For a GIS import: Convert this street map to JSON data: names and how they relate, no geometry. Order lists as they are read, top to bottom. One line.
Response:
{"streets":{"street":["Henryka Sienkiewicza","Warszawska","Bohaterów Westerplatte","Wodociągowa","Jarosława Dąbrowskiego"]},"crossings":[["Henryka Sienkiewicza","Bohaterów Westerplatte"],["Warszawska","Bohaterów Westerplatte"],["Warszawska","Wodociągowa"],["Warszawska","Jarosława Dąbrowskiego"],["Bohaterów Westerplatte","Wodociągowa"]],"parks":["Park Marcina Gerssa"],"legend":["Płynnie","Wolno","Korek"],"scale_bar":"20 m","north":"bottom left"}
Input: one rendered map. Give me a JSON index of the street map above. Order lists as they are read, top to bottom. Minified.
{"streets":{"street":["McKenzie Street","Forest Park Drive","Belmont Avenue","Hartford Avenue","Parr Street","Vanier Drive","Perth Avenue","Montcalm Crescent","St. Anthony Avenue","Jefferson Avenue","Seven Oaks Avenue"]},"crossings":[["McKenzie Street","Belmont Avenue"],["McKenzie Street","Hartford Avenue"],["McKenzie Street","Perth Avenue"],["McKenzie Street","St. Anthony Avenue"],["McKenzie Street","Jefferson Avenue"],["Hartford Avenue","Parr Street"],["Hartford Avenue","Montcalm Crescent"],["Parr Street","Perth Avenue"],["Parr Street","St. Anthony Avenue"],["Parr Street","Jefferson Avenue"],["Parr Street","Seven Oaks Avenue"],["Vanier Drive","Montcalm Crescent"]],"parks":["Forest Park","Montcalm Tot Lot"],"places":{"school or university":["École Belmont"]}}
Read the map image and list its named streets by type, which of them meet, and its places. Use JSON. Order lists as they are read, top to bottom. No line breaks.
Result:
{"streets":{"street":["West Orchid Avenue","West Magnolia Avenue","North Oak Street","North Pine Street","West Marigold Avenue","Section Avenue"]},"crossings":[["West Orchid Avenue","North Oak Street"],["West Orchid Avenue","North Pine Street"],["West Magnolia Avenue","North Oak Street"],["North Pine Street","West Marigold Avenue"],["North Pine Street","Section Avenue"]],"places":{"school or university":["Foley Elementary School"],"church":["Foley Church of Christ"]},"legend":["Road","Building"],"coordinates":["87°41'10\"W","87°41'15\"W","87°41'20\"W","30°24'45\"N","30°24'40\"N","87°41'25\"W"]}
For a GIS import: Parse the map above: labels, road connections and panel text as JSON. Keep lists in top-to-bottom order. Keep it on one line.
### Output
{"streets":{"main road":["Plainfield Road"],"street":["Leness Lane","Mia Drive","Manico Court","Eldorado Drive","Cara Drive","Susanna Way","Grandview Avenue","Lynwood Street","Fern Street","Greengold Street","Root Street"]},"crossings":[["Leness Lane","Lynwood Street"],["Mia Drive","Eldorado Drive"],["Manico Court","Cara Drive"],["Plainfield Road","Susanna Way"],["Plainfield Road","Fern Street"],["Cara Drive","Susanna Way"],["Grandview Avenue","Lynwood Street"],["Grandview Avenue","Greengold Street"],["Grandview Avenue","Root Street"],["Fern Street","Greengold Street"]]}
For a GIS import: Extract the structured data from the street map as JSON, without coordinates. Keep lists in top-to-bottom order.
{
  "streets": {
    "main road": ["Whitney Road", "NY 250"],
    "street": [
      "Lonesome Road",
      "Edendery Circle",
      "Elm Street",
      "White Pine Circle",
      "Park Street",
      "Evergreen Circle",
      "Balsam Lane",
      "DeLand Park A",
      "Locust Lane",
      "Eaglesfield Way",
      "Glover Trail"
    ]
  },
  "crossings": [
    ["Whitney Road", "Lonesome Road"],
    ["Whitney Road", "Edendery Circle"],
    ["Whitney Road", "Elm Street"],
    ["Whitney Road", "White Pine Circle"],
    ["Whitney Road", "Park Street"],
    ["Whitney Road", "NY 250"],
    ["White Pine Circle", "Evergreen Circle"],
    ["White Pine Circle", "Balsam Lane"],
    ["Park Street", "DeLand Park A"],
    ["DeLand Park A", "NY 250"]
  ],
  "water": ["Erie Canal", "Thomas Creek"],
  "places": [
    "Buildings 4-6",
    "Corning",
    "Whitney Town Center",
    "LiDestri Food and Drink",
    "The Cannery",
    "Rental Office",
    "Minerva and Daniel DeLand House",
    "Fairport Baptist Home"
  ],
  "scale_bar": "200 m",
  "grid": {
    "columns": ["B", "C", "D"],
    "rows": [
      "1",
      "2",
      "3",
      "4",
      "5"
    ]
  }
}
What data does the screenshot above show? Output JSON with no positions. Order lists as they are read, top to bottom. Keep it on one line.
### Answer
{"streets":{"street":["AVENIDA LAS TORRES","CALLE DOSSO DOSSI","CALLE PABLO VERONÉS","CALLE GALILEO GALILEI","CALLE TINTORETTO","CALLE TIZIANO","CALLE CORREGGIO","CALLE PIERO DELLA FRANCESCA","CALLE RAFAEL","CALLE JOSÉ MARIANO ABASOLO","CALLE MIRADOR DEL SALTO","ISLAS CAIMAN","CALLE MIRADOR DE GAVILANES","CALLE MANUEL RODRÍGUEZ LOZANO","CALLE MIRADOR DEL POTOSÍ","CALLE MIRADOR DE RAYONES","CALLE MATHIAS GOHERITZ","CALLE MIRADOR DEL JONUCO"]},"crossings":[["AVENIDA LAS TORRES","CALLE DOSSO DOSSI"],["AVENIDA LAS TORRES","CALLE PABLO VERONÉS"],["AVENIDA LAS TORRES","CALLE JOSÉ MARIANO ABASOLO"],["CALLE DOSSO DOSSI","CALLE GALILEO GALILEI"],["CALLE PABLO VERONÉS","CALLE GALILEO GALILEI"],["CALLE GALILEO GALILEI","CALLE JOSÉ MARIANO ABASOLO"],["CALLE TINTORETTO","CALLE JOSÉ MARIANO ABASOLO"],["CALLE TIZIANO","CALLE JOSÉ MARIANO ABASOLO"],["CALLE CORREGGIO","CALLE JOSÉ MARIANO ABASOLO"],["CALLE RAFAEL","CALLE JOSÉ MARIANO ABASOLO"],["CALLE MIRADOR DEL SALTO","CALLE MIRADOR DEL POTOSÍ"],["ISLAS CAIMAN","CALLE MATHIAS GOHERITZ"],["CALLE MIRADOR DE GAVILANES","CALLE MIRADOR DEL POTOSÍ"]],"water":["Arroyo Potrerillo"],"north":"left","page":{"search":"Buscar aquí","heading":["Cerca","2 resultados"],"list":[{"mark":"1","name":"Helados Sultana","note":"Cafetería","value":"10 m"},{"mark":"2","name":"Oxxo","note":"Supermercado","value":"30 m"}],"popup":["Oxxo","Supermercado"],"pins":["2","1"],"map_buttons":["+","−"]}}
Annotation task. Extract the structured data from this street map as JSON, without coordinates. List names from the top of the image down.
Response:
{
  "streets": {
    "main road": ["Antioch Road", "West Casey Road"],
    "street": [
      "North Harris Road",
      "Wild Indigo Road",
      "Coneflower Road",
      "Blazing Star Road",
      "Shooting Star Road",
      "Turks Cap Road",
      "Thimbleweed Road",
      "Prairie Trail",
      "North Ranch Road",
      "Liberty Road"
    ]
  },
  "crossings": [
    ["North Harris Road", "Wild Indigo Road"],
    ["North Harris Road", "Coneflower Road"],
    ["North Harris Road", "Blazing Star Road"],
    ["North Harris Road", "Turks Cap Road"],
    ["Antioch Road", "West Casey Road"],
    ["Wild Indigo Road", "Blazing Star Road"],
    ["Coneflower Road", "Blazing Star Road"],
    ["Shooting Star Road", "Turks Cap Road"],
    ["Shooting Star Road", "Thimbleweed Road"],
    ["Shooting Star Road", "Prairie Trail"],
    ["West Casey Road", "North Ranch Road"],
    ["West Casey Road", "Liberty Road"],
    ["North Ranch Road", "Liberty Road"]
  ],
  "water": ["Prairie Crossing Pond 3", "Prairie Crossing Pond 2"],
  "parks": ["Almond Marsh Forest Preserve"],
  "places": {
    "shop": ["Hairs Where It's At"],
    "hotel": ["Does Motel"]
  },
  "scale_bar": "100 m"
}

— Your goal —
Begin with the line above that has "What data does" and continue through the line that has "Annotation task. Extract", setting each one down exactly. Stop there.

— Answer —
What data does the screenshot above show? Output JSON with no positions. Order lists as they are read, top to bottom. Keep it on one line.
### Answer
{"streets":{"street":["AVENIDA LAS TORRES","CALLE DOSSO DOSSI","CALLE PABLO VERONÉS","CALLE GALILEO GALILEI","CALLE TINTORETTO","CALLE TIZIANO","CALLE CORREGGIO","CALLE PIERO DELLA FRANCESCA","CALLE RAFAEL","CALLE JOSÉ MARIANO ABASOLO","CALLE MIRADOR DEL SALTO","ISLAS CAIMAN","CALLE MIRADOR DE GAVILANES","CALLE MANUEL RODRÍGUEZ LOZANO","CALLE MIRADOR DEL POTOSÍ","CALLE MIRADOR DE RAYONES","CALLE MATHIAS GOHERITZ","CALLE MIRADOR DEL JONUCO"]},"crossings":[["AVENIDA LAS TORRES","CALLE DOSSO DOSSI"],["AVENIDA LAS TORRES","CALLE PABLO VERONÉS"],["AVENIDA LAS TORRES","CALLE JOSÉ MARIANO ABASOLO"],["CALLE DOSSO DOSSI","CALLE GALILEO GALILEI"],["CALLE PABLO VERONÉS","CALLE GALILEO GALILEI"],["CALLE GALILEO GALILEI","CALLE JOSÉ MARIANO ABASOLO"],["CALLE TINTORETTO","CALLE JOSÉ MARIANO ABASOLO"],["CALLE TIZIANO","CALLE JOSÉ MARIANO ABASOLO"],["CALLE CORREGGIO","CALLE JOSÉ MARIANO ABASOLO"],["CALLE RAFAEL","CALLE JOSÉ MARIANO ABASOLO"],["CALLE MIRADOR DEL SALTO","CALLE MIRADOR DEL POTOSÍ"],["ISLAS CAIMAN","CALLE MATHIAS GOHERITZ"],["CALLE MIRADOR DE GAVILANES","CALLE MIRADOR DEL POTOSÍ"]],"water":["Arroyo Potrerillo"],"north":"left","page":{"search":"Buscar aquí","heading":["Cerca","2 resultados"],"list":[{"mark":"1","name":"Helados Sultana","note":"Cafetería","value":"10 m"},{"mark":"2","name":"Oxxo","note":"Supermercado","value":"30 m"}],"popup":["Oxxo","Supermercado"],"pins":["2","1"],"map_buttons":["+","−"]}}
Annotation task. Extract the structured data from this street map as JSON, without coordinates. List names from the top of the image down.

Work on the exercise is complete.